5. (SBU) On September 23, 2003, Poloff interviewed affected
street people in the main tourist district of HCMC. A 13-year-old
boy selling lottery tickets and a 17-year-old shoeshine boy had
both heard about the new regulations from local newspapers. The
shoeshine boy also holds down a construction job three days each
week, and has all the legal paperwork for the job. He did not
expect trouble from the local authorities because of his other job
and he expected to be able to continue his shoeshine work without
interference. The lottery boy, however, was worried about whether
he and his mother, who sells newspapers on a nearby street, would
be able to continue working. He had yet to be approached by local
authorities, but he has never been to school, so he falls in the
main target group. He believes he would be able to run fast
enough to avoid the police should they try to take him away.

6. (SBU) An elderly woman who sells lottery tickets from a wooden
chair also expressed concerns about her livelihood. She reported
that harassment had increased in the past few weeks and that she
had to move her chair several times a day. She expects to have to
stop working during the SEA Games because she is "old and cannot
not run very fast" o escape from the police. After the SEA Games
ended, however, she believes that she would be able to sell again.

7. (SBU) Ms. Ha (protect), a 14-year-old girl selling postcards
in a major tourist square, had just been released from a social
care center. (Note: Ms. Ha is well-known to the ConGen and has
also appeared in tourist videos about Vietnam.) She had been
picked up by police in July and placed in the SOS "orphanage" for
three months. Her mother was able to secure her release after
only 45 days, by paying a 3 million VND "fee" (approximately
US$200). Ms. Ha described the orphanage as something akin to a
juvenile detention center, with bars on the windows, severely
restricted movement, and regular beatings. She claimed to eat
better on the street than in the orphanage. She has been selling
postcards for 11 years, both with her mother and independently,
and speaks near-perfect English. She attends school for two hours
each morning to learn "mathematics and history."

8. (SBU) Ms. Ha echoed earlier sentiments that she would "just
outrun" the police.
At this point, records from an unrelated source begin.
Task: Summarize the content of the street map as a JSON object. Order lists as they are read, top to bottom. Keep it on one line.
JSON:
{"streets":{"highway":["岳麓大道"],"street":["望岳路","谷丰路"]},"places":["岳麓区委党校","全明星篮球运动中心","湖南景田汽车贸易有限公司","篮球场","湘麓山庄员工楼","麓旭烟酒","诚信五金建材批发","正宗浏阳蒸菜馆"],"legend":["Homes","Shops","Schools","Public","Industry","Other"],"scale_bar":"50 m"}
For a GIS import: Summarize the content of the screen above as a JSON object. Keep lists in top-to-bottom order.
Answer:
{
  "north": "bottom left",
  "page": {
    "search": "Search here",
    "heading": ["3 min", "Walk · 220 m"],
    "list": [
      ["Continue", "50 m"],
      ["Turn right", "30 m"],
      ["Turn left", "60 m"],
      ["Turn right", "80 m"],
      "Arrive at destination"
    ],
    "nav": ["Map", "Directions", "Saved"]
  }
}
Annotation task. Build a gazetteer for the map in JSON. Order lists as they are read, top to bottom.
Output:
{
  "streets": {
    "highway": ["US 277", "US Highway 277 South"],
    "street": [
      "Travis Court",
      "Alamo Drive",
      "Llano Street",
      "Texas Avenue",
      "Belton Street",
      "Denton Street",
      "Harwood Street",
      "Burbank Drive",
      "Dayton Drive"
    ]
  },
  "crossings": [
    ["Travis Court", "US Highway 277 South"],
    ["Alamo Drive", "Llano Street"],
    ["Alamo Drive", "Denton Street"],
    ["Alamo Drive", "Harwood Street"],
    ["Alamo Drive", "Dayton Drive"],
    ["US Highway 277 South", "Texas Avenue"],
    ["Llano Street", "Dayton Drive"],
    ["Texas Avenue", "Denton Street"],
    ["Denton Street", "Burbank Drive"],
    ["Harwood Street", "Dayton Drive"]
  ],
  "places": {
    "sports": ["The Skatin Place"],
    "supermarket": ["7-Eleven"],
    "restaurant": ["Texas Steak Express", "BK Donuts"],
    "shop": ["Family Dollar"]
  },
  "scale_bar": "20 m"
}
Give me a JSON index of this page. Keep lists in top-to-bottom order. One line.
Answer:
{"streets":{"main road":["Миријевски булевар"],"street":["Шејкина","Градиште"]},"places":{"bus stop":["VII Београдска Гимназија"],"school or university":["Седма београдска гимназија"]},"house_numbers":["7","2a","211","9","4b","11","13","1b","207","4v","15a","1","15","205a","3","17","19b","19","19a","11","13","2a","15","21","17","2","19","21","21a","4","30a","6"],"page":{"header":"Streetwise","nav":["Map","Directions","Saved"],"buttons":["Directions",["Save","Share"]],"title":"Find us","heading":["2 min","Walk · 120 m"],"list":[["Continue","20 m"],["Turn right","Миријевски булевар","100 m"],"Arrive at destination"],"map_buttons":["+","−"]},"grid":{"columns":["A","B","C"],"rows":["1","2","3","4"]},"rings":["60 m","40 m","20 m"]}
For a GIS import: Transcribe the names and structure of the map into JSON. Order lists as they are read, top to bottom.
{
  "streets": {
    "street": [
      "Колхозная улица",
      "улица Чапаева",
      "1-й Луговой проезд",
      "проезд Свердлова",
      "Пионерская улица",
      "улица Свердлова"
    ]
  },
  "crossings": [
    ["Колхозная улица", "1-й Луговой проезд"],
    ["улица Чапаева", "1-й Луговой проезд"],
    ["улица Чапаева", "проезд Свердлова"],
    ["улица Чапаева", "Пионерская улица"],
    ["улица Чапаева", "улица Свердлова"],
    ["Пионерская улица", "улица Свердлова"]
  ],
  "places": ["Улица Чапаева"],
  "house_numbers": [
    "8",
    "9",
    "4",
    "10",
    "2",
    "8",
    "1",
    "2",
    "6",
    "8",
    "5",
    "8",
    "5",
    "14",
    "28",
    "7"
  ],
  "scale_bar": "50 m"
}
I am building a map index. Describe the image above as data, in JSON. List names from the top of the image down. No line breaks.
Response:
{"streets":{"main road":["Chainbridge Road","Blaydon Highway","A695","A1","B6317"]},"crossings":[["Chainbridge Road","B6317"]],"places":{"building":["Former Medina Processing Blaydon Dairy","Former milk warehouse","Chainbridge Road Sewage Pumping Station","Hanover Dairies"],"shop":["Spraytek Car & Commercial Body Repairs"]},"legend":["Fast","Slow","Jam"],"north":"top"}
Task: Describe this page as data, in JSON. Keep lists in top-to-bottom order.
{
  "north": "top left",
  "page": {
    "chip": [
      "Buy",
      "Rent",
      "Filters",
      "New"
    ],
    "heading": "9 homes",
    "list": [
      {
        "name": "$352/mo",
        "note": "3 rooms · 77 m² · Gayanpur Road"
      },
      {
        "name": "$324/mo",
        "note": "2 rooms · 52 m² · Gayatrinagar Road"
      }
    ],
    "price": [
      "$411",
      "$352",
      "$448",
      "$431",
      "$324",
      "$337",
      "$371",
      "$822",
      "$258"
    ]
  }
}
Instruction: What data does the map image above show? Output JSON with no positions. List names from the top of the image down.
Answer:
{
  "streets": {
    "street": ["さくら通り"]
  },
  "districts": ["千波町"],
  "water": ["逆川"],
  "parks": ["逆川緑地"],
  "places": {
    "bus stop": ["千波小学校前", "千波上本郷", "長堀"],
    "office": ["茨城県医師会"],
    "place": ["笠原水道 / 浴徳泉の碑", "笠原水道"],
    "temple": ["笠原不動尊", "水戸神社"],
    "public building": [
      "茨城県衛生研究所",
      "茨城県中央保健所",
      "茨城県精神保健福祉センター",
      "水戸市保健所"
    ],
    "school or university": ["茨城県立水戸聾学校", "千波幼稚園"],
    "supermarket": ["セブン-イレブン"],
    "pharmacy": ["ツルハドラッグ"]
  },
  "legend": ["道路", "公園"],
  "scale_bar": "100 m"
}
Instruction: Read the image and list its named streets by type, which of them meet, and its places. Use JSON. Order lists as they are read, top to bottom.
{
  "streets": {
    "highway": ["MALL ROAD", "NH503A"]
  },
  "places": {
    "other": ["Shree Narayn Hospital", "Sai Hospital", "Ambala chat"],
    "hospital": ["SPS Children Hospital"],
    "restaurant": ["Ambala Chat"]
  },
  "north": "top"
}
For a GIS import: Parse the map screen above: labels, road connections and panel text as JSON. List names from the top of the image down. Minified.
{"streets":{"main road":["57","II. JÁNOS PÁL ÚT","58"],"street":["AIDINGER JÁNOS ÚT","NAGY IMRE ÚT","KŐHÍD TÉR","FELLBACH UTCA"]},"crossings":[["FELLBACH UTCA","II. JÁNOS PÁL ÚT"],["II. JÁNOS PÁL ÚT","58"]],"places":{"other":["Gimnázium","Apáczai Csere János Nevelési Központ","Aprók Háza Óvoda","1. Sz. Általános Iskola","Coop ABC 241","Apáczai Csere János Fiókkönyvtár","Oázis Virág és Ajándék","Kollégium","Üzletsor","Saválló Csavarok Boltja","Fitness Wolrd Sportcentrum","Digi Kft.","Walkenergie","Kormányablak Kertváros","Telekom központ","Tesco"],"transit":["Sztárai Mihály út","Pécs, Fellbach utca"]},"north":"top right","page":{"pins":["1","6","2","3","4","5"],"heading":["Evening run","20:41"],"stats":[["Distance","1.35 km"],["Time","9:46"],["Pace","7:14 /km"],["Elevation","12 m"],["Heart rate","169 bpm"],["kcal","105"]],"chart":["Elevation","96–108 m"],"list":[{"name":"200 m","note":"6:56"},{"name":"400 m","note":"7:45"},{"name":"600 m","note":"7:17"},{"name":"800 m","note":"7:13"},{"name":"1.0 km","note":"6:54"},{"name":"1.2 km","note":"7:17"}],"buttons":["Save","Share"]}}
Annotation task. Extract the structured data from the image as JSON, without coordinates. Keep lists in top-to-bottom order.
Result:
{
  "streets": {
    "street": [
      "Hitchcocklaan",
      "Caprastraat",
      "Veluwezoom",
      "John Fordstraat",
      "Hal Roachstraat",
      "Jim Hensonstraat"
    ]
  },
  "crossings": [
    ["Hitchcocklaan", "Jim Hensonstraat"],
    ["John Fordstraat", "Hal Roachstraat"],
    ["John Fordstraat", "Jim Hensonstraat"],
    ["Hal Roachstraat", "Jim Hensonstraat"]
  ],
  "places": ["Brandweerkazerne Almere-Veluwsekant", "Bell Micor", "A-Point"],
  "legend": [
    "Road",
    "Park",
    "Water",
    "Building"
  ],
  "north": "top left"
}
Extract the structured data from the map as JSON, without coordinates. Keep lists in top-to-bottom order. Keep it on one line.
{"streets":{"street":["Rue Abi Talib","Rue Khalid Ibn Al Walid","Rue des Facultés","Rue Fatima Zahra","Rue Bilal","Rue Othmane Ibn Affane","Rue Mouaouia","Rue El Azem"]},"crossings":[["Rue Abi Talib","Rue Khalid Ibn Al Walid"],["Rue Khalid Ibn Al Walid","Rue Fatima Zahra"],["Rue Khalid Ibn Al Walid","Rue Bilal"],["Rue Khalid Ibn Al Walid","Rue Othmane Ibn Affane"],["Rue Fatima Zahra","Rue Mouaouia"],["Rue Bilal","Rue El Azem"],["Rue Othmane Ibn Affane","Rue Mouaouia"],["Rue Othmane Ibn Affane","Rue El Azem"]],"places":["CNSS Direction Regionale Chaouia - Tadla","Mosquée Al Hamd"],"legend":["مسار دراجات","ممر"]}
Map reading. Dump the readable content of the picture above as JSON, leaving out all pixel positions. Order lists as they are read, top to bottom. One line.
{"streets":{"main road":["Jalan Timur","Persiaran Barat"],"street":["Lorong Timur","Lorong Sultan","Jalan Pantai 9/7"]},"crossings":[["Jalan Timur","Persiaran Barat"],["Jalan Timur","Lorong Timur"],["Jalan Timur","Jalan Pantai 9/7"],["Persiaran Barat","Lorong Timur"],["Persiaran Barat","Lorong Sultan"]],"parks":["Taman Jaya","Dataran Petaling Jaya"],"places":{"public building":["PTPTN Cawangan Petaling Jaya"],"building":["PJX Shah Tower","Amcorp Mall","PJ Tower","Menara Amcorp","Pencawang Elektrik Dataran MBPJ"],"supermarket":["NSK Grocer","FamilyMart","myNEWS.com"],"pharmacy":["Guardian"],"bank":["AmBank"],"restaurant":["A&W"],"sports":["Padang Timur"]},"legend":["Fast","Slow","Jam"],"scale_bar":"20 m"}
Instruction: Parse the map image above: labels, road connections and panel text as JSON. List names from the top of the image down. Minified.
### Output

She reported that the police had started
using plainclothes officers in the area, but that "everyone knows"
who they were. Since her detention, Ms. Ha has refused to let
ethnic Vietnamese take her picture, claiming "they" were using
pictures to "make up stories." She still allows Westerners to
take her photograph. Ms. Ha expressed no desire to change her
lifestyle, saying that she liked the freedom and variety, and
never wanted to go back to an orphanage again.

9. (SBU) COMMENT: This is not the first program NPFCC has
proposed to address the problem of street children. Local press
reported an almost identical proposal in April 2003, without the
SEA Games linkage. That earlier measure, however, did not appear
to get government support or funding until after it could be tied
to the issue of "protecting tourists." Under the circumstances,
this would appear to be an effort to advance a pre-existing agenda
under cover of this major sporting event. DOLISA was originally
willing to discuss this program, but later cancelled, saying they
could not discuss things further without going through the local
branch of the Ministry of Foreign Affairs and having other
representatives present at the meeting.